__TASK DESCRIPTION__: All lines holding the string "display" should be copied from the data below.

(Collected data entries)
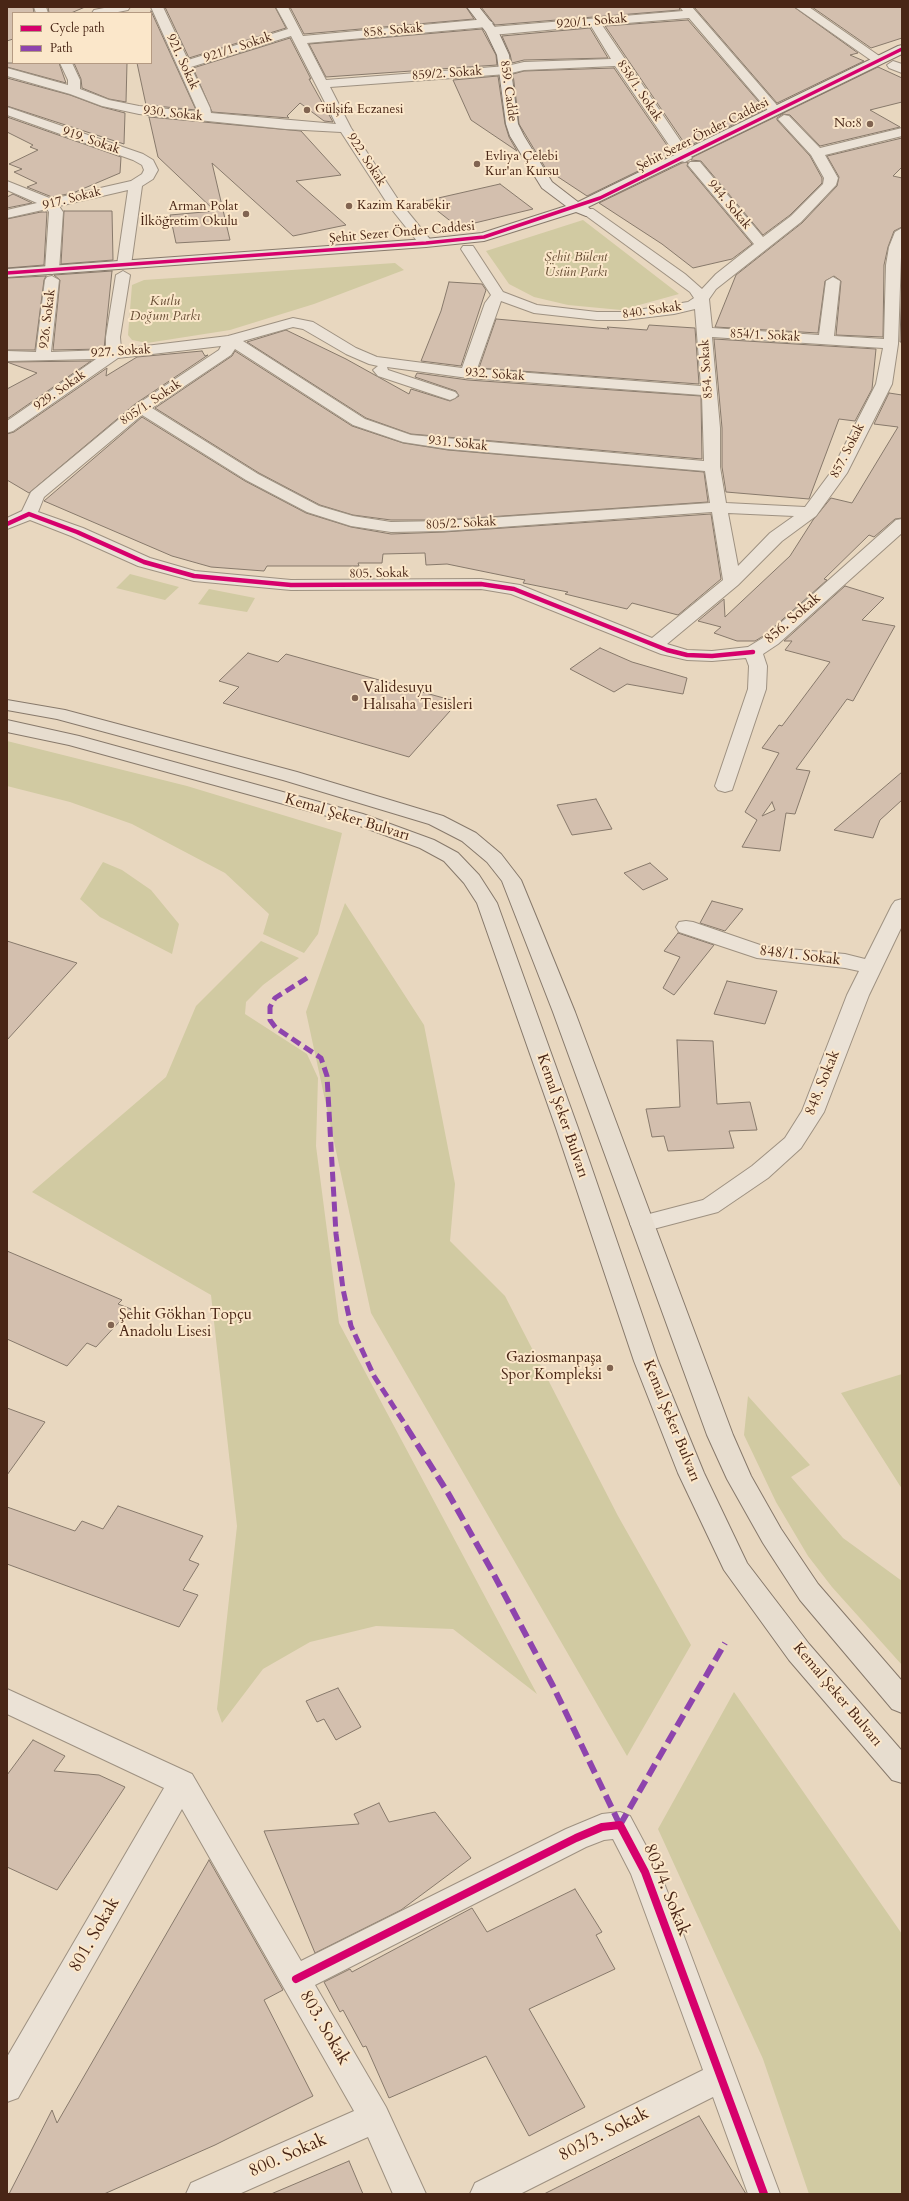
<!DOCTYPE html>
<html>
<head>
<meta charset="utf-8">
<style>
  body { margin:0 }
  #map { position:relative; width:909px; height:2201px; overflow:hidden; background:#e8d7bf; font-family:Cardo,serif }
  canvas { display:block }
  .frame { position:absolute; inset:0; border:8px solid #492616; pointer-events:none }
  .legend { position:absolute; left:12px; top:12px; width:140px; height:52px; box-sizing:border-box; background:#fbe7ca; border:1px solid #b49a82; margin:0; padding:5px 7px; list-style:none; font-size:12px; color:#492616 }
  .legend li { display:flex; align-items:center; gap:8px; height:20px }
  .legend b { width:20px; border:1px solid #b49a82 }
</style>
</head>
<body>
<div id="map">
<canvas width="909" height="2201"></canvas>
<div class="frame"></div>
<ul class="legend">
<li><b style="height:5px;background:#d6006c"></b>Cycle path</li>
<li><b style="height:5px;background:#8e44ad"></b>Path</li>
</ul>
</div>
<script>
const c = document.querySelector('canvas').getContext('2d');
c.lineJoin = 'round';
function fillPath(path, color) { c.fillStyle = color; c.fill(path, 'evenodd'); }
const toPath = rows => new Path2D(rows.map(r => 'M' + r).join(''));
function strokePath(path, color, width, dash) { c.strokeStyle = color; c.lineWidth = width; c.lineCap = dash ? 'butt' : 'round'; c.setLineDash(dash || []); c.stroke(path); }
function write(font, color, halo, rows, align = 'center') {
  c.font = font + ' Cardo,serif'; c.lineWidth = 4; c.setLineDash([]); c.textBaseline = 'middle'; c.strokeStyle = halo; c.fillStyle = color; for (const [text, x, y, turn = 0] of rows) {
    c.save(); c.translate(x, y); c.rotate((+turn || 0) * Math.PI / 180); c.textAlign = isNaN(turn) ? turn : align; if (halo) c.strokeText(text, 0, 0); c.fillText(text, 0, 0); c.restore();
  }
}
fillPath(toPath([
  [583,220,679,294,621,310,568,305,534,297,509,284,486,251],
  [395,263,404,270,314,304,230,330,147,343,132,340,128,335,132,285,144,280],
  [130,574,179,587,165,600,116,588],
  [209,589,255,598,247,612,198,604],
  [7,741,187,786,342,833,318,934,304,953,263,934,269,914,225,873,132,824,70,802,7,786],
  [103,862,122,870,151,890,179,924,172,954,100,917,80,899],
  [345,903,424,1025,455,1184,450,1241,505,1296,618,1516,691,1645,627,1756,371,1313,306,1012],
  [261,941,299,958,263,985,246,1002,245,1014,307,1054,318,1078,316,1146,339,1323,537,1694,453,1629,376,1626,310,1642,263,1669,222,1723,217,1709,237,1526,211,1295,32,1192,166,1077,196,1006],
  [902,1374,902,1489,841,1393],
  [748,1396,810,1465,791,1477,843,1538,902,1581,902,1665,832,1587,808,1556,776,1502,744,1435],
  [734,1692,902,1934,902,2194,809,2194,763,2059,658,1829]
]), '#d1caa2');
const building = toPath([
  [7,7,33,7,34,13,13,13,13,39,7,41,7,7],
  [48,7,85,7,71,13,49,13,48,7],
  [165,7,275,7,286,28,189,58,165,7],
  [290,7,466,7,474,19,304,34,290,7],
  [481,7,679,7,680,10,495,25,481,7],
  [694,7,794,7,858,53,850,55,864,61,777,103,694,7],
  [812,7,902,7,902,38,871,48,812,7],
  [151,11,196,110,146,105,137,63,151,63,151,11],
  [688,20,765,109,687,147,605,26,688,20],
  [590,28,608,58,524,60,512,63,510,54,502,36,590,28],
  [482,29,496,55,497,65,326,77,309,44,482,29],
  [290,38,311,79,309,79,333,122,324,121,300,103,287,116,289,118,212,112,193,68,290,38],
  [7,63,59,63,66,83,7,67,7,63],
  [74,63,127,63,126,102,109,99,82,88,81,79,74,63],
  [878,67,902,78,902,102,870,110,900,127,820,146,790,115,783,114,777,118,777,120,810,156,822,178,822,183,790,215,763,235,701,161,691,160,693,157,878,67],
  [614,68,673,154,587,196,546,169,519,124,513,74,524,71,614,68],
  [498,76,505,124,509,137,517,151,471,120,453,80,498,76],
  [7,78,70,95,102,107,125,113,124,144,7,106,7,78],
  [7,117,121,157,120,173,73,193,52,197,27,187,37,183,14,172,22,169,9,164,38,150,30,147,33,145,7,132,7,117],
  [149,117,301,131,341,175,296,181,346,225,293,236,212,163,230,240,176,243,170,215,215,211,158,157,149,117],
  [902,138,902,167,893,176,902,178,902,227,894,231,888,247,884,265,883,337,836,335,841,281,834,276,825,281,818,333,715,327,736,275,802,223,837,186,839,177,827,156,902,138],
  [688,162,687,166,752,244,732,259,693,268,662,244,599,203,682,163,688,162],
  [500,184,533,209,458,227,425,201,500,184],
  [13,194,32,203,7,208,7,197,13,194],
  [64,211,112,211,113,260,61,264,64,211],
  [41,212,47,212,44,265,7,268,7,219,41,212],
  [112,271,104,349,53,350,60,280,54,275,112,271],
  [902,272,902,342,900,342,902,272],
  [46,276,44,280,35,350,7,350,7,278,46,276],
  [449,282,482,284,486,290,461,366,421,361,441,311,449,282],
  [496,319,609,329,607,327,647,330,649,325,695,328,699,384,479,368,496,319],
  [286,330,346,359,409,394,411,389,450,401,459,396,456,391,415,377,417,373,468,380,701,396,702,459,411,434,366,418,247,342,286,330],
  [714,339,876,349,872,389,855,421,839,419,809,499,726,492,722,467,722,428,714,339],
  [202,351,205,356,208,355,135,404,29,493,7,480,7,434,14,432,107,368,106,376,137,357,202,351],
  [235,351,352,426,403,443,448,450,704,472,708,502,444,520,391,520,353,515,320,505,259,473,155,408,232,356,235,351],
  [91,361,7,419,7,389,37,373,7,362,91,361],
  [889,393,902,395,902,518,895,519,874,537,869,535,824,579,827,580,765,635,755,641,737,641,714,633,721,627,698,621,724,599,725,617,790,556,813,520,831,498,852,503,898,427,874,424,889,393],
  [142,417,245,481,306,513,351,527,391,534,444,532,711,514,721,579,678,615,632,603,627,609,565,594,568,592,523,583,525,580,447,564,426,565,425,553,383,554,382,563,358,563,359,566,267,566,264,571,211,567,172,556,44,501,142,417],
  [845,586,884,598,862,620,895,626,853,701,847,699,796,769,810,771,795,814,786,813,780,851,742,847,757,820,745,812,779,753,762,748,779,725,782,726,830,662,785,650,792,641,784,641,845,586],
  [772,802,775,810,762,816,772,802],
  [600,648,632,662,687,678,683,694,627,684,614,692,570,669,600,648],
  [248,653,278,662,286,654,458,702,409,757,223,703,239,687,219,681,248,653],
  [902,772,902,800,880,820,873,838,834,830,902,772],
  [596,799,612,829,572,835,557,805,596,799],
  [650,863,668,879,643,890,624,873,650,863],
  [712,901,743,909,725,931,700,923,712,901],
  [678,933,714,945,674,995,663,988,680,957,664,951,678,933],
  [7,941,77,963,7,1040,7,941],
  [727,981,777,991,765,1024,714,1014,727,981],
  [677,1040,713,1041,717,1104,750,1102,757,1130,729,1131,734,1148,668,1151,664,1136,652,1137,646,1109,680,1107,677,1040],
  [7,1251,122,1300,118,1304,131,1309,96,1347,87,1343,67,1366,7,1339,7,1251],
  [7,1408,45,1422,7,1475,7,1408],
  [118,1506,203,1536,189,1560,199,1564,183,1590,198,1595,179,1627,7,1564,7,1507,75,1531,82,1521,103,1529,118,1506],
  [338,1688,361,1727,336,1740,324,1719,317,1722,306,1701,338,1688],
  [33,1740,65,1756,54,1771,99,1775,125,1787,57,1890,7,1867,7,1775,33,1740],
  [379,1803,389,1822,435,1812,471,1858,401,1910,315,1953,264,1831,359,1824,354,1814,379,1803],
  [209,1860,283,1990,264,2000,313,2096,215,2145,104,2194,9,2194,52,2110,57,2123,209,1860],
  [575,1889,602,1932,596,1935,615,1969,529,2009,585,2107,529,2136,486,2056,389,2098,366,2046,363,2047,343,2010,340,2012,324,1982,350,1969,352,1972,472,1908,487,1932,575,1889],
  [699,2116,746,2194,544,2194,699,2116],
  [349,2161,363,2194,271,2194,349,2161]
]);
fillPath(building, '#d3bfae');
strokePath(building, '#87796b', 1);
const street = toPath([
  [34,7,46,7,48,13,36,13,34,7],
  [109,7,130,7,128,10,113,13,92,13,94,10,109,7],
  [151,7,163,7,188,60,288,29,276,7,288,7,303,36,487,19,493,23,487,27,307,43,326,80,507,66,524,62,611,59,591,26,492,35,486,31,492,27,683,11,680,7,692,7,782,111,776,115,771,114,689,18,602,25,692,158,685,162,680,161,615,66,524,70,507,74,330,87,351,128,399,201,433,243,426,247,421,246,389,206,341,132,286,129,139,114,102,106,70,94,7,76,7,68,68,85,68,80,60,63,72,63,80,80,80,89,109,100,139,106,198,112,151,7],
  [291,36,336,124,211,113,210,108,191,67,291,36],
  [795,7,809,7,885,60,883,63,875,63,795,7],
  [893,61,902,64,902,73,889,68,887,65,893,61],
  [7,107,143,154,153,160,158,170,153,179,142,186,131,265,129,268,119,268,117,265,128,190,59,206,63,212,59,270,52,274,45,270,49,212,47,209,7,218,7,210,37,203,7,190,7,181,52,199,131,181,142,174,144,170,142,165,133,160,7,115,7,107],
  [784,115,789,116,820,148,902,128,902,136,825,155,838,178,836,185,801,222,716,289,709,299,712,328,819,335,826,281,833,277,840,281,834,336,884,339,886,265,889,247,895,232,902,228,898,344,892,384,847,473,816,516,782,541,738,585,667,644,687,650,712,651,748,647,766,636,896,520,902,519,902,533,778,644,763,654,767,666,766,689,732,790,725,792,718,790,715,786,748,689,749,666,746,658,712,661,687,660,661,654,511,594,481,589,291,590,194,581,138,566,71,536,30,520,7,529,7,518,22,511,31,492,136,405,219,350,221,346,118,358,13,431,7,433,7,421,96,359,7,361,7,351,36,352,45,280,47,277,52,276,59,280,51,352,106,350,106,337,116,275,123,271,130,275,120,337,121,349,228,336,293,318,313,322,356,348,377,357,462,368,485,303,491,295,461,249,463,246,473,246,503,292,537,305,597,312,625,312,688,302,694,298,690,292,581,212,583,209,593,209,685,274,702,289,716,274,754,244,688,165,690,162,700,162,763,237,791,216,823,184,824,178,811,155,778,119,784,115],
  [501,301,534,313,597,320,625,320,674,314,695,309,701,386,477,369,501,301],
  [293,327,303,329,346,354,369,364,378,366,373,370,378,376,450,400,455,398,458,395,455,392,388,370,387,367,468,378,702,395,704,461,411,435,365,419,243,341,293,327],
  [712,337,883,348,876,384,831,472,805,507,726,503,720,467,720,428,712,337],
  [235,349,353,425,403,442,448,449,705,471,710,503,444,521,391,522,353,516,319,506,258,474,152,408,231,355,235,349],
  [142,415,246,480,307,512,351,526,391,532,444,531,712,512,723,580,652,638,520,585,481,579,291,580,195,571,150,558,83,528,38,512,44,497,142,415],
  [728,513,794,516,770,533,738,566,728,513],
  [902,899,902,926,869,995,824,1112,801,1148,768,1178,718,1212,642,1232,634,1230,630,1224,634,1218,703,1200,752,1166,785,1138,802,1111,847,995,859,971,845,968,757,958,679,932,676,927,679,922,686,921,693,922,766,947,845,954,865,959,892,905,895,901,902,899],
  [7,1689,192,1774,301,1961,566,1829,602,1814,620,1812,630,1816,660,1872,780,2194,748,2194,713,2097,520,2194,470,2194,475,2183,703,2070,631,1874,613,1839,604,1840,586,1847,315,1985,386,2107,426,2194,393,2194,368,2137,239,2194,186,2194,191,2183,354,2111,182,1809,18,2098,7,2102,7,2057,164,1788,7,1714,7,1689]
]);
const secondary = toPath([
  [467,7,479,7,498,31,509,55,518,124,524,136,552,182,578,202,898,46,902,45,902,54,588,207,593,212,591,215,586,216,576,212,484,241,426,247,7,277,7,269,426,239,482,233,566,206,542,188,510,136,506,124,497,55,486,32,467,7]
]);
const primary = toPath([
  [7,700,65,710,297,772,443,816,476,833,501,854,521,880,542,931,575,1012,733,1435,751,1476,781,1529,818,1584,902,1681,902,1713,892,1709,800,1600,763,1543,727,1479,707,1435,553,1012,502,881,487,862,462,841,429,824,283,780,57,719,7,710,7,700],
  [7,720,79,736,363,814,434,840,458,853,479,875,497,903,578,1128,658,1361,704,1473,747,1563,809,1644,902,1751,902,1783,892,1780,789,1660,724,1570,678,1473,634,1361,556,1128,477,903,464,883,444,861,420,848,349,822,69,745,7,732,7,720]
]);
strokePath(street, '#9e9181', 2);
strokePath(secondary, '#87796b', 2);
strokePath(primary, '#87796b', 2);
fillPath(street, '#ebe2d6');
fillPath(secondary, '#ebe2d6');
fillPath(primary, '#e7ddcf');
strokePath(toPath([
  [307,978,275,998,270,1007,270,1020,276,1028,321,1058,327,1076,336,1234,343,1289,351,1326,374,1376,408,1429]
]), '#8e44ad', 5, [10, 5]);
strokePath(toPath([
  [407,1428,448,1493,492,1571,553,1686,620,1825],
  [620,1825,725,1643]
]), '#8e44ad', 6, [13, 6]);
strokePath(toPath([
  [7,273,426,243,484,237,600,198,902,49]
]), '#d6006c', 3.5);
strokePath(toPath([
  [7,524,29,514,77,532,144,562,194,576,291,585,481,584,514,589,667,650,687,655,712,656,753,652]
]), '#d6006c', 4.5);
strokePath(toPath([
  [296,1979,576,1838,602,1827,620,1825,645,1872,764,2194]
]), '#d6006c', 8);
for (const [x, y, r, color] of [
  [307,110,4,"#816451"],
  [870,124,4,"#816451"],
  [477,164,4,"#816451"],
  [349,206,4,"#816451"],
  [246,214,4,"#816451"],
  [355,698,4,"#816451"],
  [111,1325,4,"#816451"],
  [610,1368,4,"#816451"]
]) { const dot = new Path2D(); dot.arc(x, y, r, 0, 2 * Math.PI); c.fillStyle = color; c.fill(dot); strokePath(dot, '#fbe7ca', 1.5); }
write('13px', '#492616', '#fbe7ca', [
  ["920/1. Sokak",592,22,-5],
  ["858. Sokak",393,31,-5],
  ["921/1. Sokak",238,48,-18],
  ["921. Sokak",182,62,65],
  ["859/2. Sokak",447,74,-4],
  ["859. Cadde",508,91,82],
  ["858/1. Sokak",639,91,56],
  ["930. Sokak",173,114,6],
  ["Şehit Sezer Önder Caddesi",703,135,-27],
  ["919. Sokak",91,141,19],
  ["922. Sokak",366,160,57],
  ["917. Sokak",72,199,-14],
  ["944. Sokak",729,205,50],
  ["Şehit Sezer Önder Caddesi",402,233,-5],
  ["840. Sokak",652,311,-8],
  ["926. Sokak",48,319,-83],
  ["854/1. Sokak",765,336,3],
  ["927. Sokak",121,352,-4],
  ["854. Sokak",707,369,-94],
  ["932. Sokak",495,375,4],
  ["929. Sokak",60,391,-35],
  ["805/1. Sokak",151,403,-34],
  ["931. Sokak",458,444,6],
  ["857. Sokak",848,451,-63],
  ["805/2. Sokak",461,524,-3],
  ["805. Sokak",379,574,-1]
]);
write('13px', '#492616', '#fbe7ca', [
  ["Gülşifa Eczanesi",315,110],
  ["No:8",862,124,"right"],
  ["Evliya Çelebi",485,157],
  ["Kur'an Kursu",485,172],
  ["Kazim Karabekir",357,206],
  ["Arman Polat",238,207,"right"],
  ["İlköğretim Okulu",238,222,"right"]
], 'left');
write('italic 13px', '#664c33', '#fbe7ca', [
  ["Şehit Bülent",576,258],
  ["Üstün Parkı",576,273],
  ["Kutlu",165,302],
  ["Doğum Parkı",165,317]
]);
write('15px', '#492616', '#fbe7ca', [
  ["856. Sokak",793,619,-41],
  ["Kemal Şeker Bulvarı",347,818,17],
  ["848/1. Sokak",800,956,7],
  ["848. Sokak",823,1083,-68],
  ["Kemal Şeker Bulvarı",562,1116,71],
  ["Kemal Şeker Bulvarı",671,1421,68],
  ["Kemal Şeker Bulvarı",837,1695,50]
]);
write('15px', '#492616', '#fbe7ca', [
  ["Validesuyu",363,689],
  ["Halısaha Tesisleri",363,706],
  ["Şehit Gökhan Topçu",119,1316],
  ["Anadolu Lisesi",119,1333],
  ["Gaziosmanpaşa",602,1359,"right"],
  ["Spor Kompleksi",602,1376,"right"]
], 'left');
write('18px', '#492616', '#fbe7ca', [
  ["803/4. Sokak",666,1890,68],
  ["801. Sokak",95,1935,-60],
  ["803. Sokak",324,2028,60],
  ["803/3. Sokak",604,2135,-27],
  ["800. Sokak",288,2156,-24]
]);
</script>
</body>
</html>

__EXERCISE RESULT__:
  canvas { display:block }
  .legend li { display:flex; align-items:center; gap:8px; height:20px }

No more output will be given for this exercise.